Les auteurs analysent au fond le modèle économique des différentes plates-formes en en faisant ressortir les points communs : le recours au management par les algorithmes, le caractère « sans masse » d’entreprises qui externalisent l’essentiel de leurs moyens de production, et l’existence d’un marché du travail dual très segmenté entre les salariés du siège et la foule des travailleurs indépendants auxquels les plates-formes ont recours. Une étude comparée et fouillée des clauses contractuelles de nombreuses plates-formes permet à l’OIT de démontrer comment celles-ci exercent, en réalité, un contrôle considérable sur les travailleurs, et de relativiser donc le discours de la flexibilité mis en avant par Uber et consorts.
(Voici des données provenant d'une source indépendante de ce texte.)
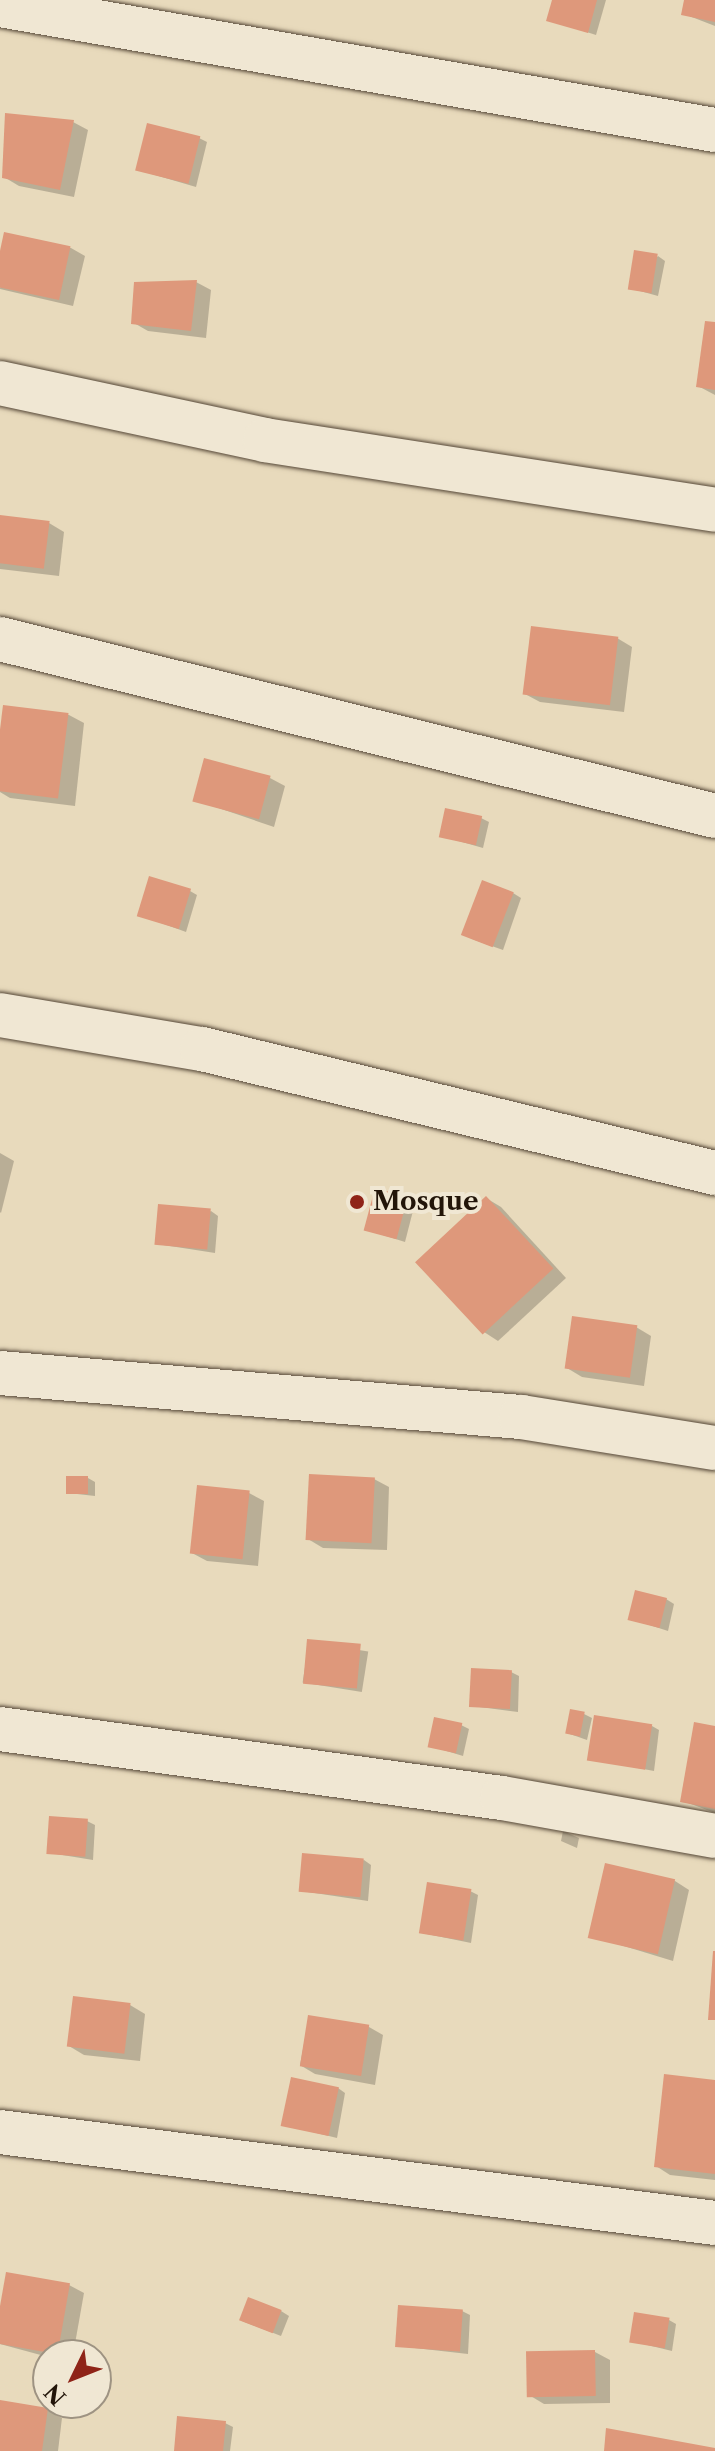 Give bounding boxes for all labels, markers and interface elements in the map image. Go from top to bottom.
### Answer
place label: Mosque [373,1186,478,1218]
marker: Mosque [348,1193,366,1211]
north arrow [32,2339,112,2419]
text: N [39,2378,72,2411] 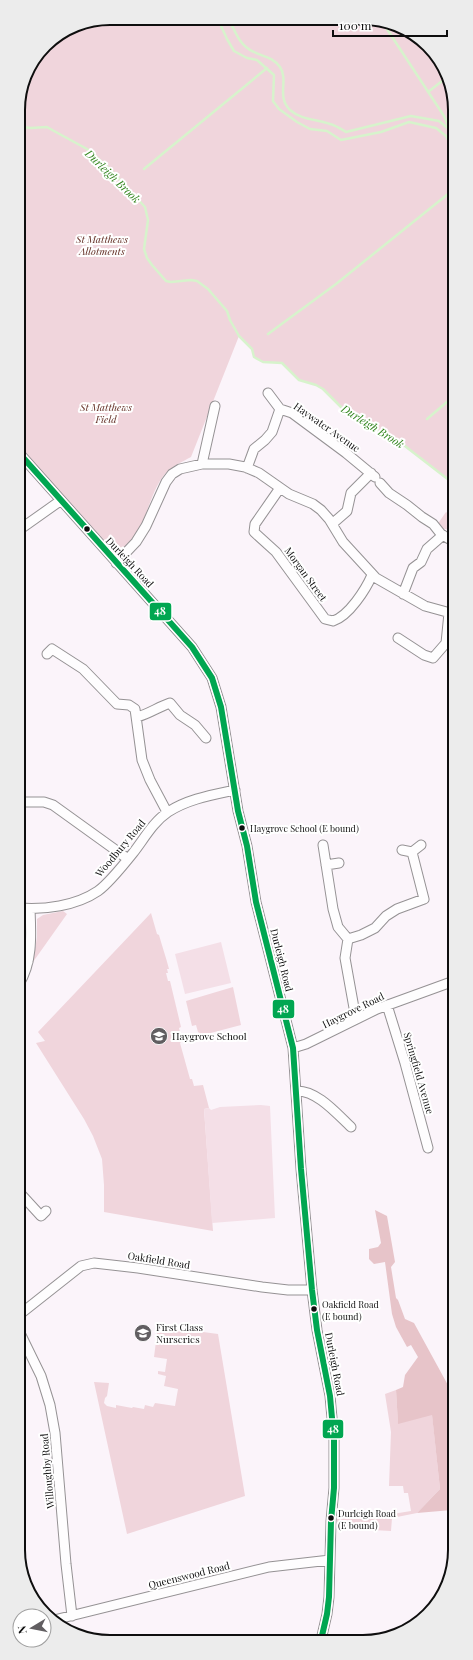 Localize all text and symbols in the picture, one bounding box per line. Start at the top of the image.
scale bar [333,12,447,38]
text: 100 m [339,17,372,33]
water label: Durleigh Brook [81,145,144,206]
park label: St Matthews Allotments [75,232,128,258]
street label: Haywater Avenue [291,399,363,455]
park label: St Matthews Field [79,400,132,426]
water label: Durleigh Brook [338,400,408,451]
unlabelled marker [82,524,92,534]
street label: Durleigh Road [103,534,157,590]
street label: Morgan Street [282,544,331,604]
line badge: 48 [149,602,172,621]
text: 48 [154,603,166,618]
street label: Woodbury Road [91,816,148,880]
place label: Haygrove School (E bound) [250,822,359,834]
marker: Haygrove School (E bound) [237,823,247,833]
street label: Durleigh Road [267,927,297,993]
street label: Haygrove Road [320,989,387,1031]
line badge: 48 [272,999,295,1019]
text: 48 [277,1001,289,1016]
school or university icon: Haygrove School [149,1026,169,1046]
place label: Haygrove School [172,1029,247,1043]
street label: Springfield Avenue [401,1030,437,1116]
street label: Oakfield Road [127,1248,191,1272]
place label: Oakfield Road (E bound) [322,1298,379,1322]
marker: Oakfield Road (E bound) [309,1304,319,1314]
place label: First Class Nurseries [156,1320,203,1346]
school or university icon: First Class Nurseries [133,1323,153,1343]
street label: Durleigh Road [322,1331,348,1397]
line badge: 48 [322,1419,344,1439]
text: 48 [327,1421,339,1436]
street label: Willoughby Road [37,1433,57,1510]
place label: Durleigh Road (E bound) [338,1507,397,1531]
marker: Durleigh Road (E bound) [326,1513,336,1523]
street label: Queenswood Road [147,1558,231,1592]
north arrow [12,1608,52,1648]
text: N [14,1625,30,1635] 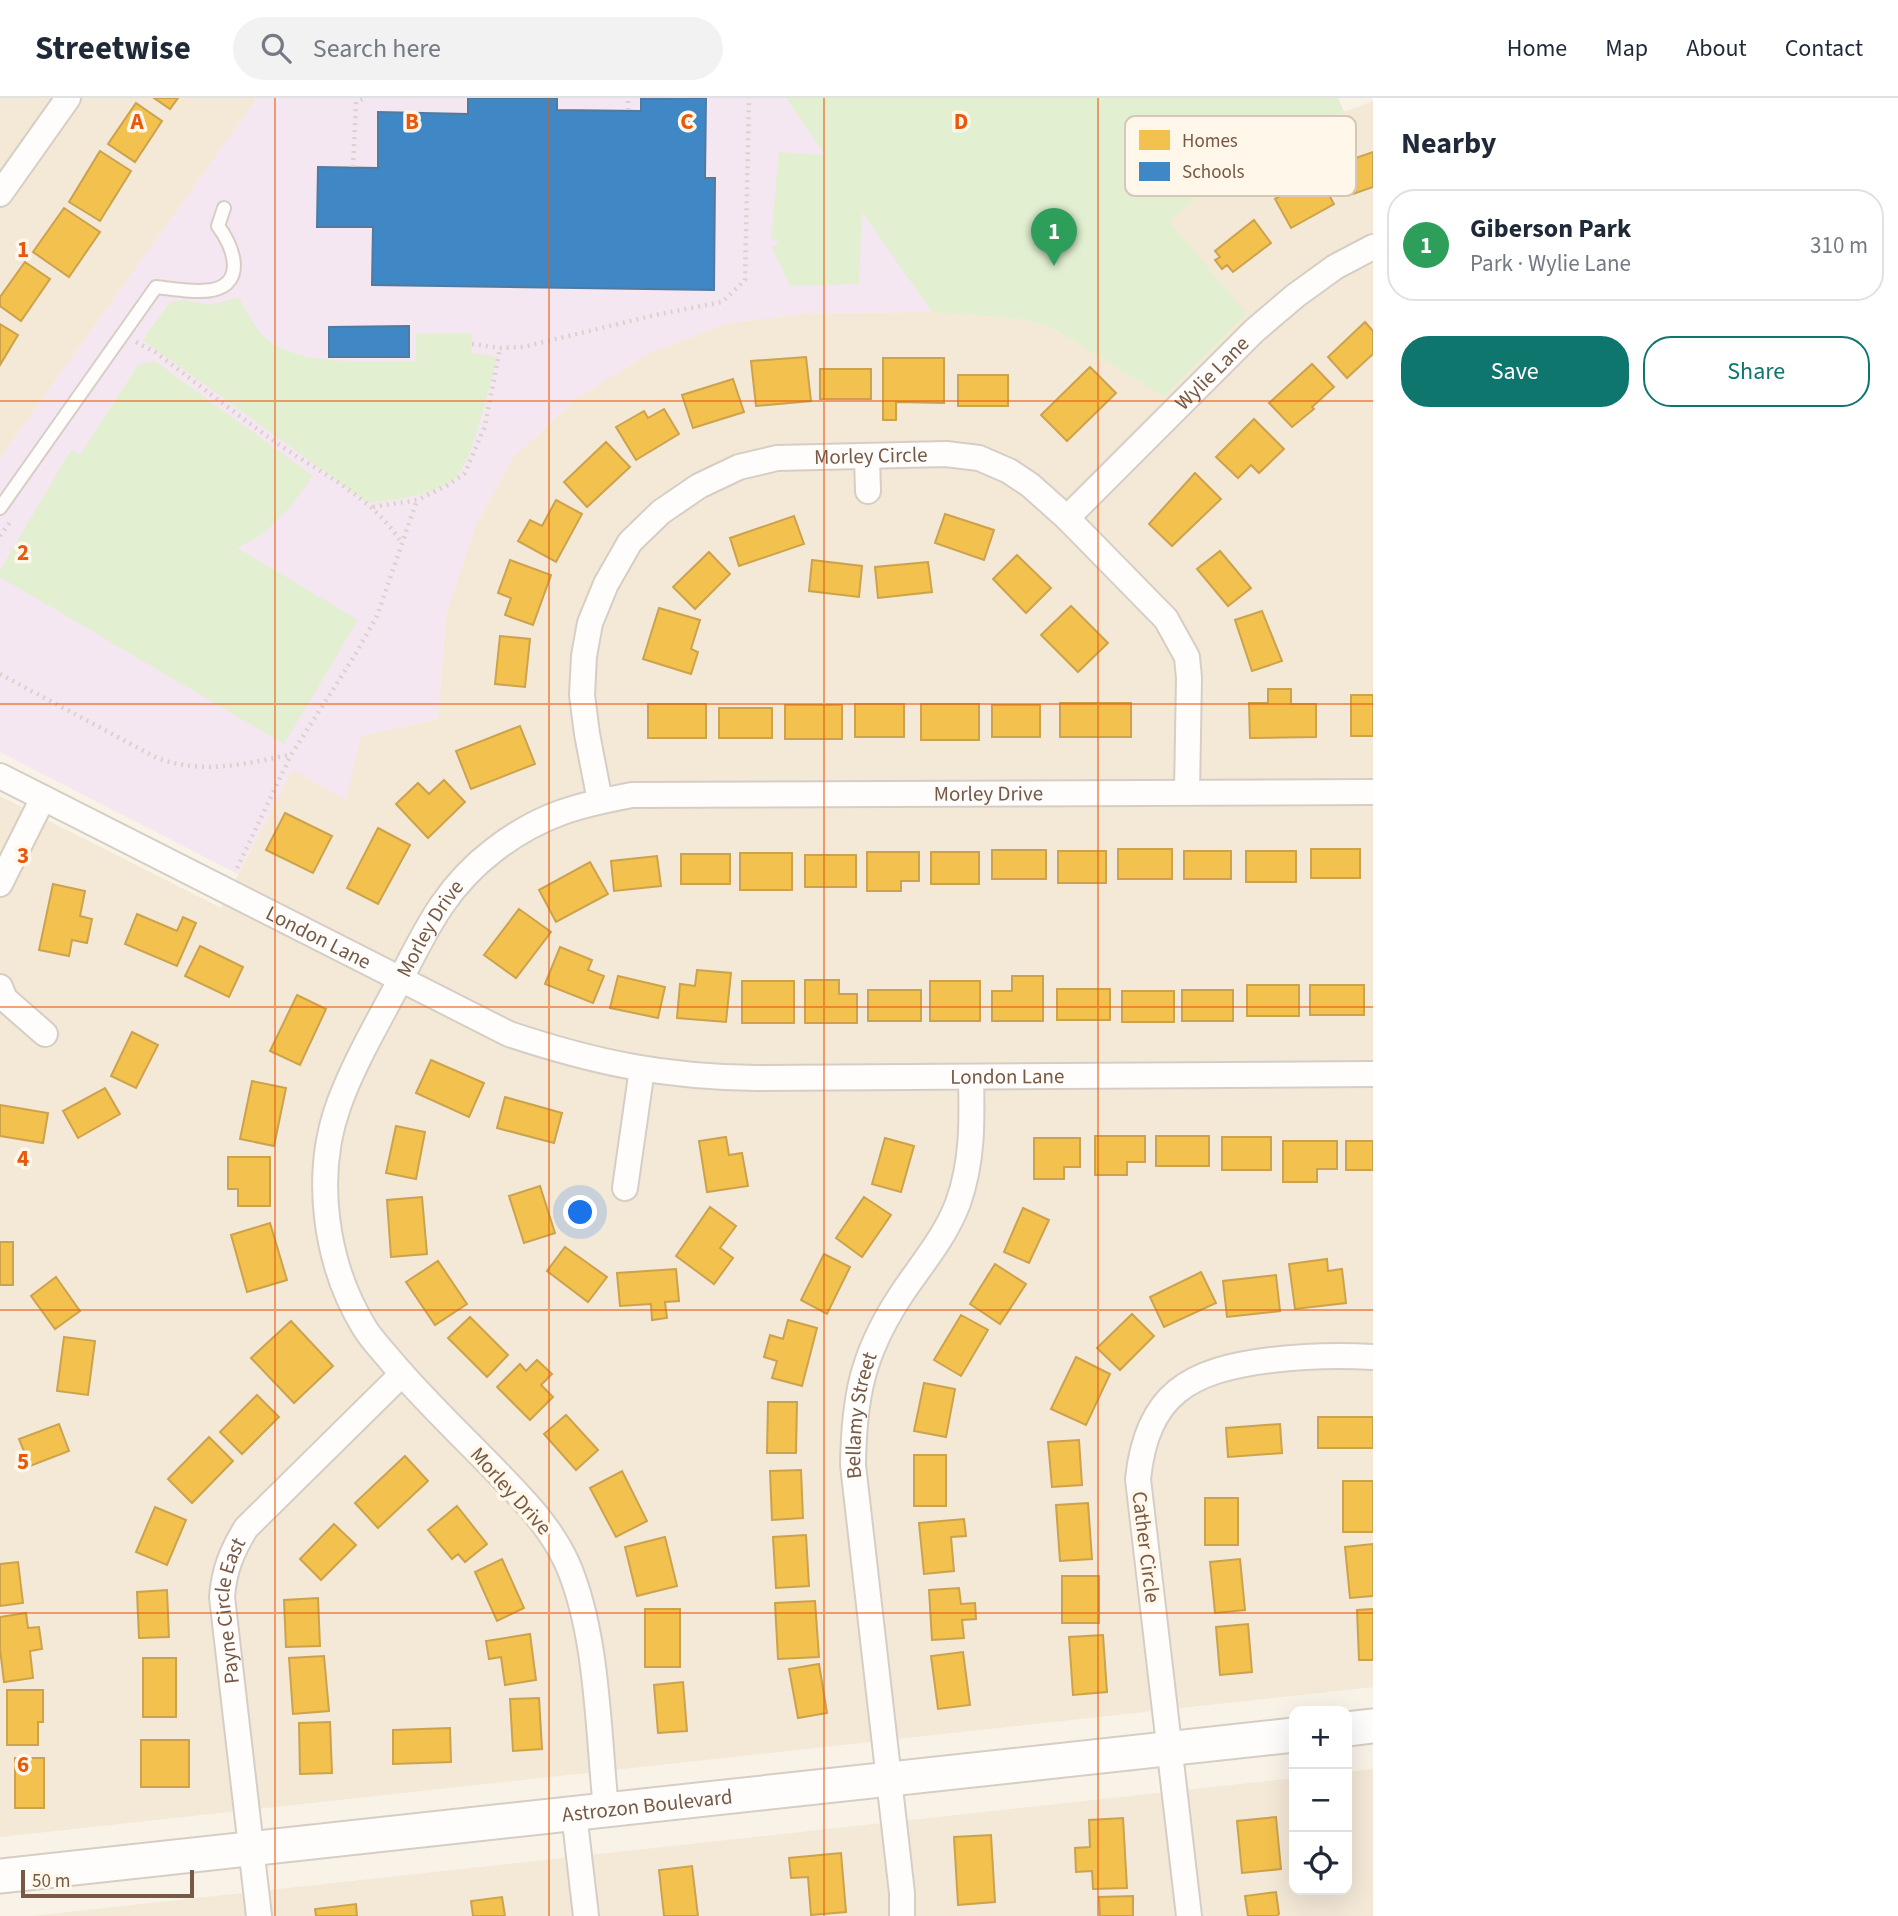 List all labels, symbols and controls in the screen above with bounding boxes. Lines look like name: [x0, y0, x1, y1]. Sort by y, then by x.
search box: [233, 17, 723, 80]
text: Streetwise: [35, 25, 191, 72]
icon: search: [257, 29, 295, 67]
text: Search here: [313, 30, 441, 67]
text: Home: [1507, 31, 1567, 66]
text: Map: [1605, 31, 1648, 66]
text: About: [1686, 31, 1747, 66]
text: Contact: [1785, 31, 1863, 66]
text: A: [129, 105, 144, 138]
text: B: [405, 105, 419, 138]
text: C: [680, 105, 694, 138]
text: D: [954, 105, 968, 138]
legend: [1125, 116, 1356, 196]
text: Nearby: [1401, 122, 1496, 165]
text: Homes: [1182, 128, 1238, 155]
text: Schools: [1182, 159, 1245, 186]
pin: 1: [1031, 208, 1077, 266]
text: Giberson Park: [1470, 210, 1631, 247]
text: 1: [1420, 229, 1432, 262]
text: 310 m: [1810, 229, 1868, 262]
text: 1: [17, 233, 29, 266]
text: Park · Wylie Lane: [1470, 247, 1631, 280]
street label: Wylie Lane: [1168, 329, 1256, 417]
button: Save: [1401, 336, 1629, 407]
button: Share: [1643, 336, 1870, 407]
street label: Morley Circle: [814, 439, 928, 472]
text: 2: [17, 536, 29, 569]
street label: Morley Drive: [934, 778, 1043, 809]
text: 3: [17, 839, 29, 872]
street label: Morley Drive: [389, 873, 471, 982]
street label: London Lane: [261, 898, 376, 977]
street label: London Lane: [950, 1061, 1065, 1092]
text: 4: [17, 1142, 29, 1175]
your location: [563, 1195, 597, 1229]
street label: Bellamy Street: [838, 1348, 885, 1481]
street label: Morley Drive: [463, 1440, 559, 1542]
text: 5: [17, 1445, 29, 1478]
street label: Cather Circle: [1124, 1489, 1168, 1605]
street label: Payne Circle East: [207, 1532, 253, 1686]
map controls: [1289, 1706, 1352, 1895]
button: +: [1289, 1706, 1352, 1769]
text: 6: [17, 1748, 29, 1781]
button: −: [1289, 1769, 1352, 1832]
street label: Astrozon Boulevard: [560, 1781, 734, 1830]
button: locate: [1289, 1832, 1352, 1895]
scale bar: [21, 1867, 194, 1899]
text: 50 m: [32, 1868, 70, 1895]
Le point de vue des entreprises utilisatrices est également abordé de façon originale, sur la base d’une vaste enquête de terrain. L’OIT fait ressortir les nombreuses opportunités que les plates-formes d’emploi représentent pour ces entreprises (simplification et accélération du recrutement, accès à un vaste pool mondialisé de travailleurs, croissance du marché), qu’il s’agisse d’entreprises traditionnelles ou de start-ups, mais aussi les défis considérables qu’elles leur posent (concurrence déloyale, absence de transparence, absence de recours…).

Grâce à une enquête inédite auprès de 12 000 travailleurs de plate-forme dans le monde entier, le rapport présente alors une photographie très complète et passionnante de leurs caractéristiques (ils sont globalement jeunes et qualifiés), de leurs motivations (du revenu en plus), de leur satisfaction au travail, qui est dominante, de leurs revenus (sans surprise inégaux entre pays développés et pays émergents), du temps de travail (très variable), de la santé au travail… L’opacité du management algorithmique, le stress au travail, les rémunérations parfois (très) insuffisantes, les discriminations et le harcèlement ainsi que, dans certains pays, le non-accès à la protection sociale sont parmi les préoccupations les plus importantes et les plus urgentes qu’il convient désormais de régler selon l’OIT.

Le rapport de l’OIT se conclut par une analyse passionnante des normes internationales du travail et de leur applicabilité, pour beaucoup, aux travailleurs de plate-forme et par quelques recommandations qui ne sont pas la partie la plus intéressante du document.